Start of EXERCISE MATERIALS

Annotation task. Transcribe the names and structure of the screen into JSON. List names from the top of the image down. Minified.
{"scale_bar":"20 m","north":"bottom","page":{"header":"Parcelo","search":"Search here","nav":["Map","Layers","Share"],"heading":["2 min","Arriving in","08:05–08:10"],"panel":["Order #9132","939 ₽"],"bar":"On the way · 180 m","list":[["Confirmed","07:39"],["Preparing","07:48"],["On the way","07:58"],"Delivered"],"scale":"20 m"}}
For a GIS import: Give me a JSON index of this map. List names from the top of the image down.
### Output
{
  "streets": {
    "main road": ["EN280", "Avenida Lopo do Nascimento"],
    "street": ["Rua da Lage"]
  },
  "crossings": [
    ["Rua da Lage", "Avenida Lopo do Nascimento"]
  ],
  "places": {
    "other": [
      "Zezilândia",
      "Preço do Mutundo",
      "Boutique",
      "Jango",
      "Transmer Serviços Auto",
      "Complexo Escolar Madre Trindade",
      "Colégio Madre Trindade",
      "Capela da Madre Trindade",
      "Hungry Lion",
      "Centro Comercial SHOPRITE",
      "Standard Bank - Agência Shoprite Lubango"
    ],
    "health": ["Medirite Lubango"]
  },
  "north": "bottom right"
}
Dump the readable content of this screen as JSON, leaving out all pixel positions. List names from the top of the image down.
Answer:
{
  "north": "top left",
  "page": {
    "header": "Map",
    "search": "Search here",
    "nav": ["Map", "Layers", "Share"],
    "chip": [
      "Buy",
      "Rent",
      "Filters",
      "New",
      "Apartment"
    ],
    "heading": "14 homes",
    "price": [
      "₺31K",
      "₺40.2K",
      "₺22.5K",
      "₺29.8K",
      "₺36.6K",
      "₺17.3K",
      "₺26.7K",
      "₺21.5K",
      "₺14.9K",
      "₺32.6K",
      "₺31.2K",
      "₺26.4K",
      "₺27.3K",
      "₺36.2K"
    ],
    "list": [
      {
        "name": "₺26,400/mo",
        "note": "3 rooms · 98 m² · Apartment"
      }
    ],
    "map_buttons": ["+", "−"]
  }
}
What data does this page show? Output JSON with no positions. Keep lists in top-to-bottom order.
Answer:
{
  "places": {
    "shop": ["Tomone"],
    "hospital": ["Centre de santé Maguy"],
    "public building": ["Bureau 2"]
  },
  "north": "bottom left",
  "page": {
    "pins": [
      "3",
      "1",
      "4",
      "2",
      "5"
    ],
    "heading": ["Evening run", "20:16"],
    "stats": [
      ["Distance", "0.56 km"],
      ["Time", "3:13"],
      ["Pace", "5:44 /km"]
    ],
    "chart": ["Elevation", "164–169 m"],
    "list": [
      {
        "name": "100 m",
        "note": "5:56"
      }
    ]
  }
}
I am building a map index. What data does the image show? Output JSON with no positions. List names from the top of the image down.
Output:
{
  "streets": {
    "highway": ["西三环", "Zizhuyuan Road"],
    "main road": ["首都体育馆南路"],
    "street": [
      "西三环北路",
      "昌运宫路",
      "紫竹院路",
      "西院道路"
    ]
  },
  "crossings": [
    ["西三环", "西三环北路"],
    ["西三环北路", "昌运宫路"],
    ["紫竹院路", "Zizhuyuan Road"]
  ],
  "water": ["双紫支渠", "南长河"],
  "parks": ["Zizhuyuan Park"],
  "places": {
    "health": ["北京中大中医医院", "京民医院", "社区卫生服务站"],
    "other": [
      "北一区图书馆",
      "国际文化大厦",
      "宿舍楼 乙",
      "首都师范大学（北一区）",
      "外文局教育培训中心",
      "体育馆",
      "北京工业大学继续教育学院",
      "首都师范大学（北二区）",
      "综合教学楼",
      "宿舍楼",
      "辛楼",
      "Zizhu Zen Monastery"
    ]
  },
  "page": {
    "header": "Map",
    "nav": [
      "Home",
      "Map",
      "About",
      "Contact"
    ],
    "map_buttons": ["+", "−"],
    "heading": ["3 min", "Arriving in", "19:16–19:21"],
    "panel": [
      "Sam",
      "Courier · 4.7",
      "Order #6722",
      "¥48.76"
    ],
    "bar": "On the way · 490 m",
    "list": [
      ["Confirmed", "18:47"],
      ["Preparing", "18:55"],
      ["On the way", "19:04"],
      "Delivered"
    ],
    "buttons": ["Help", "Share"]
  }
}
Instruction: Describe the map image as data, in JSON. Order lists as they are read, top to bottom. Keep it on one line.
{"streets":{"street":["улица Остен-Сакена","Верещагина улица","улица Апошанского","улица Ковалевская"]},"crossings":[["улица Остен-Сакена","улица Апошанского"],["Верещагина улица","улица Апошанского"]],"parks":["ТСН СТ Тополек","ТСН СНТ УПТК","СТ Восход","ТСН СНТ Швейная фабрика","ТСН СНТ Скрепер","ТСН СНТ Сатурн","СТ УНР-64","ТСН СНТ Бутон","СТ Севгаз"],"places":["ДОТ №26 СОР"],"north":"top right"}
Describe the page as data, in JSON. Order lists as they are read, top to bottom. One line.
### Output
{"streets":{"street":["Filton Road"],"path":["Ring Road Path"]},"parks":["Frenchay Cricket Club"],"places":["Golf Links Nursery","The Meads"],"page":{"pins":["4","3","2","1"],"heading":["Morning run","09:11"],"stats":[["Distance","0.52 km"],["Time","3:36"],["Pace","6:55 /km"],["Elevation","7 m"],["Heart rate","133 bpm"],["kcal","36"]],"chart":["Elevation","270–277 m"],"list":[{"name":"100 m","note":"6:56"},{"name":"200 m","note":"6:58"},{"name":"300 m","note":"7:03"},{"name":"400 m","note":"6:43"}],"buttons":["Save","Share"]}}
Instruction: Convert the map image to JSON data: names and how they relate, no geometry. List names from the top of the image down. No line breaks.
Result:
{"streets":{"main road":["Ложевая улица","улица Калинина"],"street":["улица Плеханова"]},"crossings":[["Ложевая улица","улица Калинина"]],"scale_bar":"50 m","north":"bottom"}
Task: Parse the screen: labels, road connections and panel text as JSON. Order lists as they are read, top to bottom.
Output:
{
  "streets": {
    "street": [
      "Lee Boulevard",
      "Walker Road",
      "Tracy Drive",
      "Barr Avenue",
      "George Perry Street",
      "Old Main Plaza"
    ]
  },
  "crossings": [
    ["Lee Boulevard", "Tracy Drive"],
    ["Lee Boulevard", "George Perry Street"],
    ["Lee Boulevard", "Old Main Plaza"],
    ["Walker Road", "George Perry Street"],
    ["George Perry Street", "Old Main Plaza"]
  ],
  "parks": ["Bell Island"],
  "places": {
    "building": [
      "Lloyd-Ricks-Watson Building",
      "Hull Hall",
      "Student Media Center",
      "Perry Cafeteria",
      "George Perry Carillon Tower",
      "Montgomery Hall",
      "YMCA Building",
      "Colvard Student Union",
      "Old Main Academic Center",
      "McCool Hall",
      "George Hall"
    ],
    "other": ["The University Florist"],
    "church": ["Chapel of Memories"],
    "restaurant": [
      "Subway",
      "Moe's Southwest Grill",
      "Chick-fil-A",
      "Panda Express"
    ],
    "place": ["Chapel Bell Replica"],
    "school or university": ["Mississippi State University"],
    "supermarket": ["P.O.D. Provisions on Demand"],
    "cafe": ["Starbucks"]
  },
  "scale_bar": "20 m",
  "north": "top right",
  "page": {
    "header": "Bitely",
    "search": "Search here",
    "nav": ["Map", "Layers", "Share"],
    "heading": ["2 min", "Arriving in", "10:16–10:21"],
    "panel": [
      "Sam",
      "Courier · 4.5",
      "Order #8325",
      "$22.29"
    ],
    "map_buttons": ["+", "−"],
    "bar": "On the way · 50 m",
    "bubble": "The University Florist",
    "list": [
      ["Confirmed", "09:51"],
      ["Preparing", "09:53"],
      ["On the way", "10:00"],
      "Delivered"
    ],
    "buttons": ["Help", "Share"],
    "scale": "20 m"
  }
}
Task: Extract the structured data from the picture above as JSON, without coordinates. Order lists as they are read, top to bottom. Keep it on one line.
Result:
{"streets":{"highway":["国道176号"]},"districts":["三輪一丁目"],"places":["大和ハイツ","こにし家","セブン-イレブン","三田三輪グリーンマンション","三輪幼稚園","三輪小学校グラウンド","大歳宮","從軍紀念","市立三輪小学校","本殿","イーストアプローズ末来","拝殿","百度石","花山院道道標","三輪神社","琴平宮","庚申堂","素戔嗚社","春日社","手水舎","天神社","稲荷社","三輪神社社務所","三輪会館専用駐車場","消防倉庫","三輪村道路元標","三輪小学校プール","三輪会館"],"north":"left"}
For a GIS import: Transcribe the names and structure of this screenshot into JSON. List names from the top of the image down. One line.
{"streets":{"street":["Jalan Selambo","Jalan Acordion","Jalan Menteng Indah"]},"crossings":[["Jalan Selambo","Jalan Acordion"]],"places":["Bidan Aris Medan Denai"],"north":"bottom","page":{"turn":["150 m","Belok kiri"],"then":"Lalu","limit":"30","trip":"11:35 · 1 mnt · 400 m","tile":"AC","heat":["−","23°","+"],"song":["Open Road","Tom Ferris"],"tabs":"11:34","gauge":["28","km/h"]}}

End of EXERCISE MATERIALS

_THE TASK_:
Which lines above hold the string "does"? Show each of them.

_EXERCISE ANSWER_:
What data does this page show? Output JSON with no positions. Keep lists in top-to-bottom order.
I am building a map index. What data does the image show? Output JSON with no positions. List names from the top of the image down.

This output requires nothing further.